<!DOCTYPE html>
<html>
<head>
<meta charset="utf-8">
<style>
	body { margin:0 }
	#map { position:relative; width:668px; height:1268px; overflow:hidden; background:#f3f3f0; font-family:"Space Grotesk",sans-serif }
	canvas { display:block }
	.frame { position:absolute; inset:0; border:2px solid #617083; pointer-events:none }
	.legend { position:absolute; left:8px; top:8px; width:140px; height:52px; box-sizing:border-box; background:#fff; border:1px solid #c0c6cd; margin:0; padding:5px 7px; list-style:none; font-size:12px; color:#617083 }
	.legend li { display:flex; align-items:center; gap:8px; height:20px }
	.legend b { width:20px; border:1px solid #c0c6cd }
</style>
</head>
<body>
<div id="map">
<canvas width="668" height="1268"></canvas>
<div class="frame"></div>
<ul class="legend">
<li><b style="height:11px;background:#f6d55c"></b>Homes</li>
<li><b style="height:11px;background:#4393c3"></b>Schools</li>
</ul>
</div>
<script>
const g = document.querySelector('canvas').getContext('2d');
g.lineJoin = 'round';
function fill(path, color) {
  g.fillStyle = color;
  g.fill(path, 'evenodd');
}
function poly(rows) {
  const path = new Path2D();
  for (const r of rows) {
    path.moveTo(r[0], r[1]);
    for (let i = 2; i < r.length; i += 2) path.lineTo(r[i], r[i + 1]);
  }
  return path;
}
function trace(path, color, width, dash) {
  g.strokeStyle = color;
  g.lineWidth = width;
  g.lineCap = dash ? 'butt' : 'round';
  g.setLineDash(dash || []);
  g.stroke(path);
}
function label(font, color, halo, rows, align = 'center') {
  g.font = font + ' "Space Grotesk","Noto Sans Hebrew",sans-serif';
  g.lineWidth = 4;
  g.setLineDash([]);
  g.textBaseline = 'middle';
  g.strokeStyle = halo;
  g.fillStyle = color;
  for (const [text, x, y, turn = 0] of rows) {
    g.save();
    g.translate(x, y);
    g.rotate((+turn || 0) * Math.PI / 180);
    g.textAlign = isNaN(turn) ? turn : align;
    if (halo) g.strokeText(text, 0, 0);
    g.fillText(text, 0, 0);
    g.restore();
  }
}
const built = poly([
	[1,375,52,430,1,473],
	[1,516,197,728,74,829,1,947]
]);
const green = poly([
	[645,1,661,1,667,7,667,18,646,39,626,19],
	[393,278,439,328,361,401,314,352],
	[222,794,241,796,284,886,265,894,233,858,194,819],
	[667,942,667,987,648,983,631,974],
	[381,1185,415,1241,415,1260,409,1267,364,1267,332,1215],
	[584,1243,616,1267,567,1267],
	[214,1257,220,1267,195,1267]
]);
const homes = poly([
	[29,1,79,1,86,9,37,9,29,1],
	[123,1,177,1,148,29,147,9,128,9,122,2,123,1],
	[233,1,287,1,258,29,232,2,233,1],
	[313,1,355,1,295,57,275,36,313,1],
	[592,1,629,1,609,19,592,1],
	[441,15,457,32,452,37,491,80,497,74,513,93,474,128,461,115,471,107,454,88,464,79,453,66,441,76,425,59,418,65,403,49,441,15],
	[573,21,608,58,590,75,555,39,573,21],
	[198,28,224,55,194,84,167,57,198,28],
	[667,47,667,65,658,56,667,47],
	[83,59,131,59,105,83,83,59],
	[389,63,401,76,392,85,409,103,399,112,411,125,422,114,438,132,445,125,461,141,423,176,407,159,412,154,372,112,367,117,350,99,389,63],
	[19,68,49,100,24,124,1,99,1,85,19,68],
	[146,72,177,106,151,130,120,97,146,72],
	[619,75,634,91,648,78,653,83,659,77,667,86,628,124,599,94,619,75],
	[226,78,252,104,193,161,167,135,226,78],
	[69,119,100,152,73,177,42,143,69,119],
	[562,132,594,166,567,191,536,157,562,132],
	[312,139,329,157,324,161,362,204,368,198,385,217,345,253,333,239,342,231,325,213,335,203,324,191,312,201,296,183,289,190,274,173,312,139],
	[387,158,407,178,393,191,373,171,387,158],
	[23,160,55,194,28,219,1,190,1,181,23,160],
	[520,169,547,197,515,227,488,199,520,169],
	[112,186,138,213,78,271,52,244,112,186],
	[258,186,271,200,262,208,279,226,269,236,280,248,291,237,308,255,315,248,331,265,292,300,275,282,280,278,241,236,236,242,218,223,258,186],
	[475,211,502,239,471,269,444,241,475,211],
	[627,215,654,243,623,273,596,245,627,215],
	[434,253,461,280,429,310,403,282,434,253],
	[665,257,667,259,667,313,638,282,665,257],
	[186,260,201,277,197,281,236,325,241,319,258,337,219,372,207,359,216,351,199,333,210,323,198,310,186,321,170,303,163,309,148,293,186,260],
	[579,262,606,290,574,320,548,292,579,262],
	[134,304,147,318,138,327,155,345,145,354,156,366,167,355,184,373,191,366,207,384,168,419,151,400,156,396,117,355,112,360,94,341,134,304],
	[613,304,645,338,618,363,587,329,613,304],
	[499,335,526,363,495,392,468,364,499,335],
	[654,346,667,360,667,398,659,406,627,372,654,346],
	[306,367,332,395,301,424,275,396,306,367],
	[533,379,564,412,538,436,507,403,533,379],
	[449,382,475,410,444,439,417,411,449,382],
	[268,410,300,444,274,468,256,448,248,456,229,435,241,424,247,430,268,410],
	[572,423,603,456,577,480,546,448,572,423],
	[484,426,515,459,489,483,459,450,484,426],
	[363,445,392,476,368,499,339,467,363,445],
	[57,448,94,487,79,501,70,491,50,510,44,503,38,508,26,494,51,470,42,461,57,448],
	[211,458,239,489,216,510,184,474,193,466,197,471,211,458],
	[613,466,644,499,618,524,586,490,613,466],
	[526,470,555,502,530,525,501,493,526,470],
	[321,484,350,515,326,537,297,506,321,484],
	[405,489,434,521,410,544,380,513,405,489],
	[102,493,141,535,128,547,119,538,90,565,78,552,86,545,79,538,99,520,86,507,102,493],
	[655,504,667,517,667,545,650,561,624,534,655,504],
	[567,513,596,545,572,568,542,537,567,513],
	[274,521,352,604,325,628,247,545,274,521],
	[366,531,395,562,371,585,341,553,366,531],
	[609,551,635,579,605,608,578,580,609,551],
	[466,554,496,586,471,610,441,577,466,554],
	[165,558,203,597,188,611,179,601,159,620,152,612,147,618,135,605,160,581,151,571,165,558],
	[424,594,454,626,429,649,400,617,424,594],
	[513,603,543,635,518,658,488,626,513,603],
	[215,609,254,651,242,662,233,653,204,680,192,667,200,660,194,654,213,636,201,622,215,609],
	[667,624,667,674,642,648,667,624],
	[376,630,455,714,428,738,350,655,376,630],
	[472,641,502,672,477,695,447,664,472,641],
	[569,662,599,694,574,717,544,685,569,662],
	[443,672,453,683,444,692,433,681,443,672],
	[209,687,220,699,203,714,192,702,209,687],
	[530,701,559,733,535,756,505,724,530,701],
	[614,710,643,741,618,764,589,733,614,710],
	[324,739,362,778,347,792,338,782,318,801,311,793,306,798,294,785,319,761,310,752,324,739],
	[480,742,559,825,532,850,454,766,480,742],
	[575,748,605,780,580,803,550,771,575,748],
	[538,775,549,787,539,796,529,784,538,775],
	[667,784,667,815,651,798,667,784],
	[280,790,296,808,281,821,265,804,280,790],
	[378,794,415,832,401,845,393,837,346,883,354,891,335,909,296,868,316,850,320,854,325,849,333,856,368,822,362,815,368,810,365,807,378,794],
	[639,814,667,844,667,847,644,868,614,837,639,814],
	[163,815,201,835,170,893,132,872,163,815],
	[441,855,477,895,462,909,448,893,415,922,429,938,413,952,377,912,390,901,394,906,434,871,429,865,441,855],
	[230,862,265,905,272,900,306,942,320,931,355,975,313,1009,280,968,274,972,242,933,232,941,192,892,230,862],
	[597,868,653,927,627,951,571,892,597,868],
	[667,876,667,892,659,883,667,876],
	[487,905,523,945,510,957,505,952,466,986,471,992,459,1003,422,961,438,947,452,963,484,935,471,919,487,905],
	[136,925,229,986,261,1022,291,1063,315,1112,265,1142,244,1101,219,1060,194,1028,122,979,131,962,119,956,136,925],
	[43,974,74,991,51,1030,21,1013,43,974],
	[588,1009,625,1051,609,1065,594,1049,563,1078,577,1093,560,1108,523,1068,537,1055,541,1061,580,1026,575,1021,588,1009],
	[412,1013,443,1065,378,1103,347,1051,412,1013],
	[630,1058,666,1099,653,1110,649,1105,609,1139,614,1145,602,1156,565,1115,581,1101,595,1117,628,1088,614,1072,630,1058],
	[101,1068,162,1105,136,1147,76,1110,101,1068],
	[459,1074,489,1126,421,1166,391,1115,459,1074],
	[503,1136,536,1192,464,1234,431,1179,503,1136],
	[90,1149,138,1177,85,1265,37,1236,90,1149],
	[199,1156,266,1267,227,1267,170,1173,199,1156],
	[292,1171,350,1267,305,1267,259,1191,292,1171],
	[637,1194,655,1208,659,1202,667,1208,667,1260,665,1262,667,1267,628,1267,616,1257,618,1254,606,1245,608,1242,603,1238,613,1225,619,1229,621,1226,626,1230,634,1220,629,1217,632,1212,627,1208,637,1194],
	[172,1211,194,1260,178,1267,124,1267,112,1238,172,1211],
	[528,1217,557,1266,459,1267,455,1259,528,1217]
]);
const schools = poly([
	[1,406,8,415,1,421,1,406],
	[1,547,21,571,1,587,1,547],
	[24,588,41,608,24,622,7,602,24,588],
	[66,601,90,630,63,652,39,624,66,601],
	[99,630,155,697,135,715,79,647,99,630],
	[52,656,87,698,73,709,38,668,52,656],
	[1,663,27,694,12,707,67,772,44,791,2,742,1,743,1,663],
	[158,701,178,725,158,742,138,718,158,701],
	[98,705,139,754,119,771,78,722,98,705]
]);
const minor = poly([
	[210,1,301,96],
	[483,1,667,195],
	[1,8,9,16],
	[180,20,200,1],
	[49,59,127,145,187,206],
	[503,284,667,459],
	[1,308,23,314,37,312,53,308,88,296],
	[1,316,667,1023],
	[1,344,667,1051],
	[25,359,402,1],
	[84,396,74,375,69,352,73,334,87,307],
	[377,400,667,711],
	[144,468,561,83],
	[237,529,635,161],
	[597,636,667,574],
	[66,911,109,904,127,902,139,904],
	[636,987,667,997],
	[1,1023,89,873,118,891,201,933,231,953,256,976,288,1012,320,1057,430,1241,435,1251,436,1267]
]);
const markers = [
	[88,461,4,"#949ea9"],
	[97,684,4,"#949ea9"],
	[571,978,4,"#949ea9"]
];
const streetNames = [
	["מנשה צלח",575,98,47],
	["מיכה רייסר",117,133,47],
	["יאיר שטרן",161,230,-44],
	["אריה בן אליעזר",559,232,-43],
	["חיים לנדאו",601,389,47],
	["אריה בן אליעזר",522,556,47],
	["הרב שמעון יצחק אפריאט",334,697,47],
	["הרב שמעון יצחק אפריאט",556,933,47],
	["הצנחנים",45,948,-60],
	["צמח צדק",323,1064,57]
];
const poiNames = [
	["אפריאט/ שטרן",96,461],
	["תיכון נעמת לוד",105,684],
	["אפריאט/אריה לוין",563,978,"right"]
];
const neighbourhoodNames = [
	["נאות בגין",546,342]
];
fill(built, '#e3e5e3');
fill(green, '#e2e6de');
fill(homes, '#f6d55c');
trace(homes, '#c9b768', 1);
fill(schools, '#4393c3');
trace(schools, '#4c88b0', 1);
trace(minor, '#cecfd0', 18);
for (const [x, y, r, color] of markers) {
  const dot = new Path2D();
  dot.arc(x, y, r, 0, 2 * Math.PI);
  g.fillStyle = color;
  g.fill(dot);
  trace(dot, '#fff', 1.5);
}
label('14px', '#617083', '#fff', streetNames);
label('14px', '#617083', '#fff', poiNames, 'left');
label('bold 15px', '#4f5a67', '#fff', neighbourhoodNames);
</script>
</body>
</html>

Problem details ▸ Pull out every line holding "poly" from the records above, and copy it.

Finished exercise ▸
function poly(rows) {
const built = poly([
const green = poly([
const homes = poly([
const schools = poly([
const minor = poly([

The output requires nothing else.